Léonard, d’ailleurs, en même temps qu’il épanchait au sein d’un genre riant son âme honnête et sensible, étudiait beaucoup et recherchait tout ce qui pouvait composer et assortir le bouquet pastoral qu’il voulait faire agréer au public. Il ne se tient pas du tout à Gessner ; les anciens, Tibulle, Properce, lui fournissent des motifs à demi élégiaques qu’il s’approprie et paraphrase avec une grâce affaiblie ; il en demande d’autres à Sapho, à Bion et à Moschus ; il en emprunte surtout aux Anglais, si riches alors en ce genre de tableaux. L’imitation qu’il a donnée du Village détruit, de Goldsmith, a de l’agrément, de l’aisance ; et offre même une sorte de relief, si on évite de la comparer de trop près avec l’original. En un mot, dans cette carrière ouverte au commencement du siècle par Racine fils et par Voltaire, et suivie si activement en des sens divers par Le Tourneur et Ducis, par Suard et l’abbé Arnaud, Léonard à son tour fait un pas ; il est de ceux qui tendent à introduire une veine des littératures étrangères modernes dans la nôtre. Il représente assez bien chez nous un diminutif de Thompson, de Collins, ou mieux un Penrose, quelqu’un de ces doux poëtes vicaires de campagne.
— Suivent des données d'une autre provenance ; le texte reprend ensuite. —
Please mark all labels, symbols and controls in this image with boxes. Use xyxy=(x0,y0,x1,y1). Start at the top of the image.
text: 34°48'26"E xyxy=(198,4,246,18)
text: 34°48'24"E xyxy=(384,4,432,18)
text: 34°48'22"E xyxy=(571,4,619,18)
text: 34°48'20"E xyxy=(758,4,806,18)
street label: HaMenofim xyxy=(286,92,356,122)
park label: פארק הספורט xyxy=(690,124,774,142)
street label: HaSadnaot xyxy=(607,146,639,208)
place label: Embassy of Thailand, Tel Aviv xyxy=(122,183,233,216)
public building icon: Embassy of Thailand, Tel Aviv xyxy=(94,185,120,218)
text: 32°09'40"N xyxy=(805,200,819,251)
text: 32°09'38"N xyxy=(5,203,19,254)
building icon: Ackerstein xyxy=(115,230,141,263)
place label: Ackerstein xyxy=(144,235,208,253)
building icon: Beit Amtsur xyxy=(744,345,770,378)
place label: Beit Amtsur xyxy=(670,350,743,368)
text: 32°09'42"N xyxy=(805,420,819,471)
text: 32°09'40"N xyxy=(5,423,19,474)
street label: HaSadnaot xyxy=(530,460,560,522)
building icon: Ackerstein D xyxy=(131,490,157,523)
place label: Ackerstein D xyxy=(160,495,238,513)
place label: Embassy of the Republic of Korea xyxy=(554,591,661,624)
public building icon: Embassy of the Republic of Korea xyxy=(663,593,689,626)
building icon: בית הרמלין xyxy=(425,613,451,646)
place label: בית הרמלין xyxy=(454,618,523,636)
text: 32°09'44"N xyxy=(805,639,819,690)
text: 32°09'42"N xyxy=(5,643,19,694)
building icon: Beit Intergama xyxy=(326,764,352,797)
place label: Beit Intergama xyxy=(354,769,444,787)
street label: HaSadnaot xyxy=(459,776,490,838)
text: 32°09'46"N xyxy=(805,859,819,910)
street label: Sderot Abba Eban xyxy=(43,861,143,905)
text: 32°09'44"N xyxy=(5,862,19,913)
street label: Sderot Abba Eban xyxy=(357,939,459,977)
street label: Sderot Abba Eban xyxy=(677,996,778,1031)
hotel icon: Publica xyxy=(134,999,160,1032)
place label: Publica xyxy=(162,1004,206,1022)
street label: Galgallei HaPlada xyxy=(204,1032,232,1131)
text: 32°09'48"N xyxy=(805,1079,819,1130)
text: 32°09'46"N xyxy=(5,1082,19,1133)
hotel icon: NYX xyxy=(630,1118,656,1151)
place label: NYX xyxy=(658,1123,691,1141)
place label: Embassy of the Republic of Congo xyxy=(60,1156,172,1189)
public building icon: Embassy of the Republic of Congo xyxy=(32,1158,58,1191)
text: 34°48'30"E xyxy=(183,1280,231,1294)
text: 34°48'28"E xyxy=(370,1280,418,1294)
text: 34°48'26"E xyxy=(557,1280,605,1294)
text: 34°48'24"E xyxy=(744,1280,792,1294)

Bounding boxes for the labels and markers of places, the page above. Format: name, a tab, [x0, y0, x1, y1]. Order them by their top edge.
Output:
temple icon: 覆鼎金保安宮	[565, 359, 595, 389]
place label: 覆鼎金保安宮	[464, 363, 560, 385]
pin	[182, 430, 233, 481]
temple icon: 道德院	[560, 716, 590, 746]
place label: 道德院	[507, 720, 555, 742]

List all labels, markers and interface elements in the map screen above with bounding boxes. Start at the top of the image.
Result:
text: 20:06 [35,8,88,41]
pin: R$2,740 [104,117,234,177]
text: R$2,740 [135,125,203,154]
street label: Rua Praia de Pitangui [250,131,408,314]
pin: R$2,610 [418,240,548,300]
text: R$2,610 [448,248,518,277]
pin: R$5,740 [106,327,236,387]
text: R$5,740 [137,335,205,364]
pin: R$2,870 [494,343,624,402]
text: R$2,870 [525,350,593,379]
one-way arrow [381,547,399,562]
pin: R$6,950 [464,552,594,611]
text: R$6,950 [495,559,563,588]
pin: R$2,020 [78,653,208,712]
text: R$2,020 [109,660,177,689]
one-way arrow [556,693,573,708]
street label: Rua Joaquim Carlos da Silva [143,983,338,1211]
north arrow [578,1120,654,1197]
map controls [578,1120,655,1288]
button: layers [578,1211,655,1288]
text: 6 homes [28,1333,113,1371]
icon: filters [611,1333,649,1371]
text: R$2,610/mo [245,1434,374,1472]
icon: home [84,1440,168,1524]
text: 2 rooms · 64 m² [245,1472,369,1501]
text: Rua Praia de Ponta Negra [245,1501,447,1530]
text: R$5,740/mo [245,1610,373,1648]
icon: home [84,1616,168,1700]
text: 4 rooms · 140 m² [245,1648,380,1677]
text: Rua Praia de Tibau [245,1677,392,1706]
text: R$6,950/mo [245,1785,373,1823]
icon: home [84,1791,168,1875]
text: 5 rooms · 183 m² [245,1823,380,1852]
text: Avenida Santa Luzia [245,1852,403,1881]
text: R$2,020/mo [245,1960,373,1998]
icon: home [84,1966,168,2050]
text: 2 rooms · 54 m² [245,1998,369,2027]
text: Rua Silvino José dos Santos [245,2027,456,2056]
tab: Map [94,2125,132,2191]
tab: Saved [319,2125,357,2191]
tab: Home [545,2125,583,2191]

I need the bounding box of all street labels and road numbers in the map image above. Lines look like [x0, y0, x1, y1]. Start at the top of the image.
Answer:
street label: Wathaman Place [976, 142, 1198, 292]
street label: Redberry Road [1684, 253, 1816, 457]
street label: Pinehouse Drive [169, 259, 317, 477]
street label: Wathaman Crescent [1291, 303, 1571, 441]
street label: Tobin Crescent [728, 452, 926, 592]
Mais puisque ce n’est pas, comme chez André Chénier, l’art des combinaisons (junctura pollens), le procédé savant, la fermeté des tons et des couleurs qu’on espère trouver en lui, on doit préférer celles de ses pièces où, à travers les réminiscences de ses modèles, il nous a donné quelques marques directes et attendrissantes, quelques témoignages intimes de lui-même : l’Ermitage, le Bonheur, les Regrets, les Deux Ruisseaux.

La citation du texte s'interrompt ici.